Monteverdi: Lamento de la ninfa
Nadia miraba a su padre sentado ante sus libros, cerrando unos, hojeando otros, hasta encontrar la página que había quedado en su mente tal vez hacía décadas. Tenía una memoria prodigiosa y, como en el cuento de Borges que acababa de leer, necesitaría mil vidas para contar la suya.
Nadia contemplaba a su padre mientras escribía. Lo miraba a través de la rendija de la puerta, cuando esta no quedaba cerrada totalmente.
Nadia añoraba un abrazo de su padre, embebecido siempre con su pluma, persiguiendo las palabras exactas que dibujasen el rostro de su mente, la identidad oculta en lo más íntimo.
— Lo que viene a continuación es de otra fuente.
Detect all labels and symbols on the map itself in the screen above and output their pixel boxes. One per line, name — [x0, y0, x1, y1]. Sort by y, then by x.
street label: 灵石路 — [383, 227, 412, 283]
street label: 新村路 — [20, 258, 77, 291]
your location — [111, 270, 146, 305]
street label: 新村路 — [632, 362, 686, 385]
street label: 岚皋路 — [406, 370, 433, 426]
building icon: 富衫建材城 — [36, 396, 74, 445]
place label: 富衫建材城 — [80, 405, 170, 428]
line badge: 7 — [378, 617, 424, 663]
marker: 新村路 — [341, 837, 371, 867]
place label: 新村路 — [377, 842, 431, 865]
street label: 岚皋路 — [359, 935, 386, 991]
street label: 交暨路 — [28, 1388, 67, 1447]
Nadia anhelaba convertirse en esa pluma creadora para ser moldeada por los dedos que tanto amaba, para sentir el tacto que oprimiese su cuerpo con su amor salaz, si era preciso.
Recordaba la muerte de su madre y cómo, ante tanto dolor, los brazos paternales y su pecho amoroso habían ido llevándose sus lágrimas y convertido aquel regazo masculino en una especie de placenta amante, lujuriosa de un estoicismo y una felicidad cada vez más creciente.
Ahora, convertida en preludio de mujer, su padre no la amaba con su cuerpo, ni anidaba sus besos en su piel, ni la hacía sentir el paraíso del calor de su abrazo.
Allí estaba su padre, con la pluma ante el folio, enamorando libros, olvidando a su pequeña amada soñadora de estrellas.
Nadia empujó la puerta y entró, desnuda y lacrimosa, su cuerpo alabeando y tiritante, en un trémulo intento, y estruendoso, de recobrar al caballero de sus sueños.